Josephine Havlak Photographer, Inc. v. Village of Twin Oaks
2017 U.S. App. LEXIS 13542
| 8th Cir. | 2017Background
- Village of Twin Oaks (pop. ~400) adopted an ordinance banning commercial activity in its 11-acre public park; later amended to create a permit scheme for commercial uses with a $100 fee.
- Permit rules: automatic approval for events <1 hour, <10 people, with 48-hour notice; larger events require 14-day notice and Board review; fees fund police/detail costs.
- Commercial photographers (including wedding and senior portraits) increasingly used the park, causing congestion, competing for locations, dressing in restrooms, and safety concerns (e.g., photos on a bridge with fall risk).
- Photographer Josephine Havlak sued the Village for declaratory and injunctive relief, claiming the ordinance violated her First Amendment free-speech rights; she had used the park twice and never applied for a permit.
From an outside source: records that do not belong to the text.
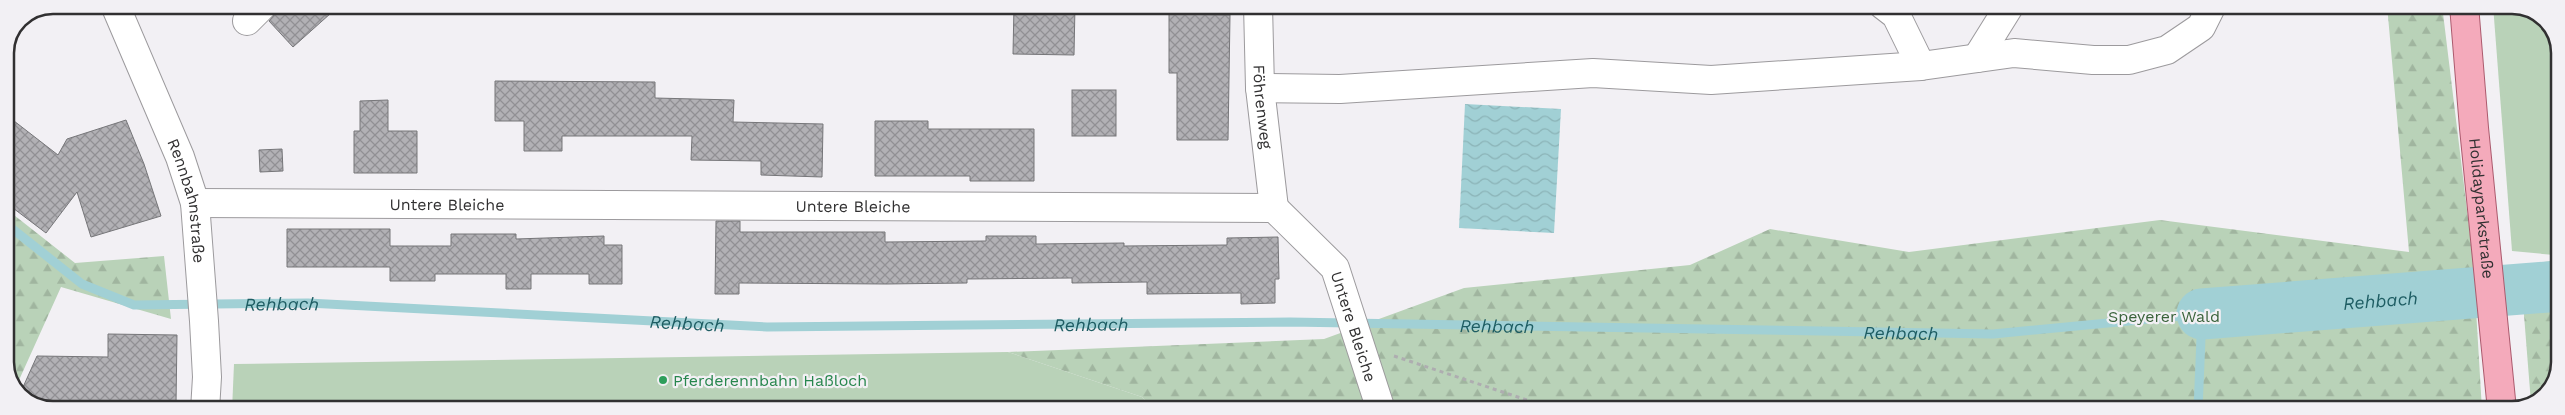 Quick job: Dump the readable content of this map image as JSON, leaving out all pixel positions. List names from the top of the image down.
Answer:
{
  "streets": {
    "main road": ["Holidayparkstraße"],
    "street": ["Föhrenweg", "Rennbahnstraße", "Untere Bleiche"]
  },
  "crossings": [
    ["Föhrenweg", "Untere Bleiche"],
    ["Rennbahnstraße", "Untere Bleiche"]
  ],
  "water": ["Rehbach"],
  "parks": ["Speyerer Wald"],
  "places": ["Pferderennbahn Haßloch"]
}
- The district court denied relief; the Eighth Circuit reviewed facial and as-applied First Amendment challenges, focusing on time, place, and manner analysis and whether the permit scheme was content neutral, narrowly tailored, left ample alternatives, and avoided unbridled discretion.
Issues
| Issue | Plaintiff's Argument | Defendant's Argument | Held |
|---|---|---|---|
| Whether Havlak can press a facial overbreadth challenge | Ordinance is overbroad because it burdens commercial speech and could chill others | No evidence of substantial unconstitutional applications beyond Havlak; challenge is speculative | Court declined facial overbreadth review and limited analysis to as-applied challenge |
| Whether the permit scheme is content-based (requiring strict scrutiny) | Ordinance targets commercial photographers (speaker-based) and thus reflects content/speaker discrimination | Ordinance is facially content neutral and enacted for safety/resource allocation, not message suppression | Ordinance is content neutral; intermediate scrutiny applies |
| Whether the ordinance is narrowly tailored to significant governmental interests | Requirements (permit for small groups, park‑wide coverage, advance notice, $100 fee) are broader than necessary and chill expression | Regulations address congestion, safety, resource allocation; fee correlates with officer cost; advance notice is reasonable | As-applied to Havlak, the scheme is narrowly tailored to legitimate interests |
| Whether the permit scheme gives unbridled licensing discretion or denies ample alternatives | Vague standards invite arbitrary denials; park is unique so alternatives are insufficient | Ordinance lists objective factors, guarantees approval for small events, and other comparable locations exist | Licensing standards are sufficiently definite; ample alternative channels exist; regulation survives First Amendment challenge |
Key Cases Cited
- Forsyth Cty. v. Nationalist Movement, 505 U.S. 123 (time, place, manner test for permit schemes)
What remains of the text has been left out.